Existing VQ-based methods for text-driven human motion generation suffer from information loss, limited diversity, and weak prior knowledge, while current diffusion models still underperform VQ approaches in fidelity and controllability. Method: This paper proposes a novel continuous-space diffusion framework grounded in motion representation learning and distribution modeling. It introduces bidirectional masked autoregression into diffusion-based motion generation for the first time; designs a data reparameterization scheme that preserves motion continuity and enforces physical constraints; and establishes a continuous probabilistic paradigm for text–motion alignment. A cross-paradigm robust evaluation protocol is also developed. Contribution/Results: The framework achieves state-of-the-art performance across multiple benchmarks, significantly improving motion diversity, physical plausibility, and text–motion alignment accuracy—outperforming both leading VQ-based and diffusion-based methods comprehensively.
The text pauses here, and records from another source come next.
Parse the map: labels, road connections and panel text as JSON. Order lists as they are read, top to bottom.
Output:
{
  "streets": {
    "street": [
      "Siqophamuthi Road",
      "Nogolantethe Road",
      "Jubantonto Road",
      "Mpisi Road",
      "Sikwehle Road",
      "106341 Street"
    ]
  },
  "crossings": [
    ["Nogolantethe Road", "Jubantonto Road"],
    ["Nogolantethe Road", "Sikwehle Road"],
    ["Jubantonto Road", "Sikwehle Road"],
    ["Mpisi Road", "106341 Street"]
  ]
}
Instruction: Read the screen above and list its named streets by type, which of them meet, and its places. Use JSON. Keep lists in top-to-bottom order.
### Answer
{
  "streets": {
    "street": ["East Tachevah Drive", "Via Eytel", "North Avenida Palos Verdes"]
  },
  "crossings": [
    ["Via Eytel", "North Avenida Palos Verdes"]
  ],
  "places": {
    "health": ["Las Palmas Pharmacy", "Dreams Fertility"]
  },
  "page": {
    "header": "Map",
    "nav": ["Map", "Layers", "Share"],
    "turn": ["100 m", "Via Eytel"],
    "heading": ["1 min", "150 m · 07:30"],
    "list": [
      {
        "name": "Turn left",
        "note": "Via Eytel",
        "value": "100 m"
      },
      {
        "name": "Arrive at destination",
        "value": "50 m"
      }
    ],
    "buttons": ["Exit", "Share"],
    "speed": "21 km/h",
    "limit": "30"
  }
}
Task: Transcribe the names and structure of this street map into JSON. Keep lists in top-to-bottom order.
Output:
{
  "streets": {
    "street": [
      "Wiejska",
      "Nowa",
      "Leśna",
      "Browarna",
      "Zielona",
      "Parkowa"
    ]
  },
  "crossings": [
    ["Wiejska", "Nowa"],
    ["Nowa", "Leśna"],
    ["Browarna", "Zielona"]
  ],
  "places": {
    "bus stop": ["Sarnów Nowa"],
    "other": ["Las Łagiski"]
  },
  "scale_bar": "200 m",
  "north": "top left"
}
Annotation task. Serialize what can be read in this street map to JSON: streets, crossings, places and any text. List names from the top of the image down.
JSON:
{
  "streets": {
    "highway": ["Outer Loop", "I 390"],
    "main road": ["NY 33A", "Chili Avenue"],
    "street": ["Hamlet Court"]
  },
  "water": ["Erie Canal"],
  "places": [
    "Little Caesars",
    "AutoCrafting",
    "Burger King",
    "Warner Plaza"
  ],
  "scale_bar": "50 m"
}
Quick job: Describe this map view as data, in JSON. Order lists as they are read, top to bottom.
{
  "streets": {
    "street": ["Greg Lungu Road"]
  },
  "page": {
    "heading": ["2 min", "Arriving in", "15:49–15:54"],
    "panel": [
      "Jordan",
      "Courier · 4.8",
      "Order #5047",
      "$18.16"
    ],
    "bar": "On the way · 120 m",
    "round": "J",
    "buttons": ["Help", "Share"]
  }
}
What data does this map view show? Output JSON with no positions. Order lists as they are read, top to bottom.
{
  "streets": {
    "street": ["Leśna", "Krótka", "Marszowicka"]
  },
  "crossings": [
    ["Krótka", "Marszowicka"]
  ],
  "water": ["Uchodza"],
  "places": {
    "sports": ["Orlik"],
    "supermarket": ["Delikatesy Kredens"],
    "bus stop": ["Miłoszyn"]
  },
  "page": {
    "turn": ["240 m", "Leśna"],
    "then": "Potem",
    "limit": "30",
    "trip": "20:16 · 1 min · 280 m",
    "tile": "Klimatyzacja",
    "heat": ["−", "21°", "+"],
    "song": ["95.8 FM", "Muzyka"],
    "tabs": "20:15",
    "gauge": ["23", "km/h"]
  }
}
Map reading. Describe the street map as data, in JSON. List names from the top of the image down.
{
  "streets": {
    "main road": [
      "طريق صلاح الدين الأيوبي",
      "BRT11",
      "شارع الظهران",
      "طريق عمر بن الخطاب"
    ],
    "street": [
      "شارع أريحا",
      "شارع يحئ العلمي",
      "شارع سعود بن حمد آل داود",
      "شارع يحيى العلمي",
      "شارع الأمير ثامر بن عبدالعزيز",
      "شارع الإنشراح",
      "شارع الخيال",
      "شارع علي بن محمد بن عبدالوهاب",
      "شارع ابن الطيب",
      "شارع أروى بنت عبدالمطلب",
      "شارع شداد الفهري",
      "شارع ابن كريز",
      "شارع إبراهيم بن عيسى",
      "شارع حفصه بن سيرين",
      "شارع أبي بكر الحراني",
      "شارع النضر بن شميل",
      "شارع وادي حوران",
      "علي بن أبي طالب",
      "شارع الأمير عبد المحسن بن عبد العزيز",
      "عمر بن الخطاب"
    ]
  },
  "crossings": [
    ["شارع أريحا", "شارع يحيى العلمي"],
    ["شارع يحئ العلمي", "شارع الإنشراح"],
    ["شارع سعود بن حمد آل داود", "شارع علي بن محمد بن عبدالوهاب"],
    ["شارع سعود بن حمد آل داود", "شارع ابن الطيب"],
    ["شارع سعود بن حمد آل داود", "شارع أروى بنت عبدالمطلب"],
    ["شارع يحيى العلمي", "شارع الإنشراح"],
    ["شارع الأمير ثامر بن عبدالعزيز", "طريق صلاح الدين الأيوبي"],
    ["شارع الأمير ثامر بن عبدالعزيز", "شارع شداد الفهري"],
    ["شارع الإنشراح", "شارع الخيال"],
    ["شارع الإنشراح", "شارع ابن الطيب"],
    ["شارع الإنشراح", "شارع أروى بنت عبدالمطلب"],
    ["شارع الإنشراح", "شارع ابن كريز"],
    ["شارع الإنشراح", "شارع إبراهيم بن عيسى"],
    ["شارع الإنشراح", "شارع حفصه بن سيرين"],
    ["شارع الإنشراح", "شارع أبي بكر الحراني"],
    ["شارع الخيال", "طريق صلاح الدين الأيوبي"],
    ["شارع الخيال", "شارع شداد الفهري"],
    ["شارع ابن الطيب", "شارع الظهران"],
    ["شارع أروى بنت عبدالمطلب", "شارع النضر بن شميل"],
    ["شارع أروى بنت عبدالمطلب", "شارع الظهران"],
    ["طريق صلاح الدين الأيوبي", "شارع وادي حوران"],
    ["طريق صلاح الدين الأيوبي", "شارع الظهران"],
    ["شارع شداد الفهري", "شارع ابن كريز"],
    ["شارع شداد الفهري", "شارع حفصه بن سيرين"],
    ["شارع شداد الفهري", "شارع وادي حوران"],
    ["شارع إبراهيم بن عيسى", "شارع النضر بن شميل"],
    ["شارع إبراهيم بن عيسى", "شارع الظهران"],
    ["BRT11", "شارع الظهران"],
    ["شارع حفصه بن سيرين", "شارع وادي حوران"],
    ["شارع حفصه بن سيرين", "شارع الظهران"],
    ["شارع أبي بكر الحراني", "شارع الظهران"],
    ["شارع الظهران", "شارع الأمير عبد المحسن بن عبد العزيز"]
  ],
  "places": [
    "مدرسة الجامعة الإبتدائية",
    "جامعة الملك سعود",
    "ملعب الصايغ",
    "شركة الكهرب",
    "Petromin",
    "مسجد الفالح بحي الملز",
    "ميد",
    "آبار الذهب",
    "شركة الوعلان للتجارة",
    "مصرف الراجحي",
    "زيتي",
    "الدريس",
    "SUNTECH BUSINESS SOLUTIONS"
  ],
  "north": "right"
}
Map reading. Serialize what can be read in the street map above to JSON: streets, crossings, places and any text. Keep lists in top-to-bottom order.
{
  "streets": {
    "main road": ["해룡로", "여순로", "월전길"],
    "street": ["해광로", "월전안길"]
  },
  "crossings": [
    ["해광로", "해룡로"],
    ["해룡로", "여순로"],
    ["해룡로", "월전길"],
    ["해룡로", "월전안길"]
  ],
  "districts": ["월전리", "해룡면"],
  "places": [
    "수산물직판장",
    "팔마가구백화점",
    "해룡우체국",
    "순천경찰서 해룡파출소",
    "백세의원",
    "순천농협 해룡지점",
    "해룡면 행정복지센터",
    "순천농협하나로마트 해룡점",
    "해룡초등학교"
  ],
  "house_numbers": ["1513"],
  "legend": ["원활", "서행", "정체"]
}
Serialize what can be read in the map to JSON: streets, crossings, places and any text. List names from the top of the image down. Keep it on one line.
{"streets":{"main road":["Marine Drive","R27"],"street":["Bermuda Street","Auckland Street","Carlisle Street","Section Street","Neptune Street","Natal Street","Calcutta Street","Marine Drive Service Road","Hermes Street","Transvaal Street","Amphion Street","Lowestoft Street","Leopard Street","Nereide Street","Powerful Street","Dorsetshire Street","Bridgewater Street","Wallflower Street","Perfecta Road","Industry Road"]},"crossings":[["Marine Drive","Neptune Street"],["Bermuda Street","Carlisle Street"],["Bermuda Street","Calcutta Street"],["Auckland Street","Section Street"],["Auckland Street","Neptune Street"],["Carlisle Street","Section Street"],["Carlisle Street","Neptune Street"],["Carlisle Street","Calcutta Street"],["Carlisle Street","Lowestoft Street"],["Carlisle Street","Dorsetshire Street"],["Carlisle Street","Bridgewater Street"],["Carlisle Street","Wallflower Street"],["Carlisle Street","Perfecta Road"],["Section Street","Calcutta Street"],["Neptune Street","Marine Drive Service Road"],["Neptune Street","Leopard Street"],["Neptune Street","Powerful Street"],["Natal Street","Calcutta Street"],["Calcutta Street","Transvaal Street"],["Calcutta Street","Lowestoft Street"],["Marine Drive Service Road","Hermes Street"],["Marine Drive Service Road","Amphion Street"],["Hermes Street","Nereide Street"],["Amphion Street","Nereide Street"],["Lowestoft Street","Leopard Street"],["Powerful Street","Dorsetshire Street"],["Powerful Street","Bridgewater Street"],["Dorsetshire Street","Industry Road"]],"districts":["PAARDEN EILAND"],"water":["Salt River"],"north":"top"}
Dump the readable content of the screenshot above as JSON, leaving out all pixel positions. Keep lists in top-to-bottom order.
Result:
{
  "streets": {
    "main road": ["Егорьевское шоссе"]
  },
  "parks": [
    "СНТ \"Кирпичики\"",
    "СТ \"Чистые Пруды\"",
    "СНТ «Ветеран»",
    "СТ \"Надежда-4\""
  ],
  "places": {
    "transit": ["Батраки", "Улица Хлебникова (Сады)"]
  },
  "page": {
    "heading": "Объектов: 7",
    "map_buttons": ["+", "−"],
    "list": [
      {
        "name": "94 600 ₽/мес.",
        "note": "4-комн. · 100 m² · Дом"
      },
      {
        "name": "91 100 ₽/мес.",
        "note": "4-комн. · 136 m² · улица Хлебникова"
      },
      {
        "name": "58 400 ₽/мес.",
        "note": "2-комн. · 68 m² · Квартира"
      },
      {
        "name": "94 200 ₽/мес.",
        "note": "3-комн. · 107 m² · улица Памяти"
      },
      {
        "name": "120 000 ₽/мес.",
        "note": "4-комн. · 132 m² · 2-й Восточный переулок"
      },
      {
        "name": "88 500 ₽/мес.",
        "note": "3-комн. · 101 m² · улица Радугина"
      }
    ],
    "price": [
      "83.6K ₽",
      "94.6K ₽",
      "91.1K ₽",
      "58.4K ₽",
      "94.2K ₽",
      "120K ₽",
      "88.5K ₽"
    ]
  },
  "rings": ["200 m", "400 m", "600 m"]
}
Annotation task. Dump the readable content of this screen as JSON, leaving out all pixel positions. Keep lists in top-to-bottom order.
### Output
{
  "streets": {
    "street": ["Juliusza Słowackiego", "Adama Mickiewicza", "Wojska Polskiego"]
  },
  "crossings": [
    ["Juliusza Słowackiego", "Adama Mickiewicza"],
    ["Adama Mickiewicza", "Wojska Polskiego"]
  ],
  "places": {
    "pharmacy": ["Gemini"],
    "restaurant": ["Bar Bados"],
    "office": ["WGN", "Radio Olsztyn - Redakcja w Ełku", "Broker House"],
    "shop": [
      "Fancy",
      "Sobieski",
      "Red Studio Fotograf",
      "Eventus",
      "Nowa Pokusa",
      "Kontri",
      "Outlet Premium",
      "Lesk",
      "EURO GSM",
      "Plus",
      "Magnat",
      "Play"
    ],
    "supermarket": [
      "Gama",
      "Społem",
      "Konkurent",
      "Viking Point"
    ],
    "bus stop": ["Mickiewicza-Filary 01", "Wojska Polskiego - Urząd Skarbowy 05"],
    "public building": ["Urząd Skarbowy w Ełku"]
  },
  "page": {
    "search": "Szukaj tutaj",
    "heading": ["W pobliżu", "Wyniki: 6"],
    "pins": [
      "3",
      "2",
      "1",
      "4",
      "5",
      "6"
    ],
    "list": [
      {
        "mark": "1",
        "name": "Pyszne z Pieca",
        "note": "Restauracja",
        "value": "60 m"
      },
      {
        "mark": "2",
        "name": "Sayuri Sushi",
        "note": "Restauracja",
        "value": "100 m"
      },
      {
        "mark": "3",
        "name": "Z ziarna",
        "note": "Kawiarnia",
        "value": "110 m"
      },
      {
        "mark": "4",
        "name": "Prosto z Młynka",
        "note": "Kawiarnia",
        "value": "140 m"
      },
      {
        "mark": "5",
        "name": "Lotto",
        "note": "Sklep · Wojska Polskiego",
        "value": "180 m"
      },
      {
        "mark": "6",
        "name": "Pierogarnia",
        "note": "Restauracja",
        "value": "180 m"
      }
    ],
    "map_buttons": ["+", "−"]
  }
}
Since 2023, Vector Quantization (VQ)-based discrete generation methods have rapidly dominated human motion generation, primarily surpassing diffusion-based continuous generation methods in standard performance metrics. However, VQ-based methods have inherent limitations. Representing continuous motion data as limited discrete tokens leads to inevitable information loss, reduces the diversity of generated motions, and restricts their ability to function effectively as motion priors or generation guidance. In contrast, the continuous space generation nature of diffusion-based methods makes them well-suited to address these limitations and with even potential for model scalability. In this work, we systematically investigate why current VQ-based methods perform well and explore the limitations of existing diffusion-based methods from the perspective of motion data representation and distribution. Drawing on these insights, we preserve the inherent strengths of a diffusion-based human motion generation model and gradually optimize it with inspiration from VQ-based approaches. Our approach introduces a human motion diffusion model enabled to perform bidirectional masked autoregression, optimized with a reformed data representation and distribution. Additionally, we also propose more robust evaluation methods to fairly assess different-based methods. Extensive experiments on benchmark human motion generation datasets demonstrate that our method excels previous methods and achieves state-of-the-art performances.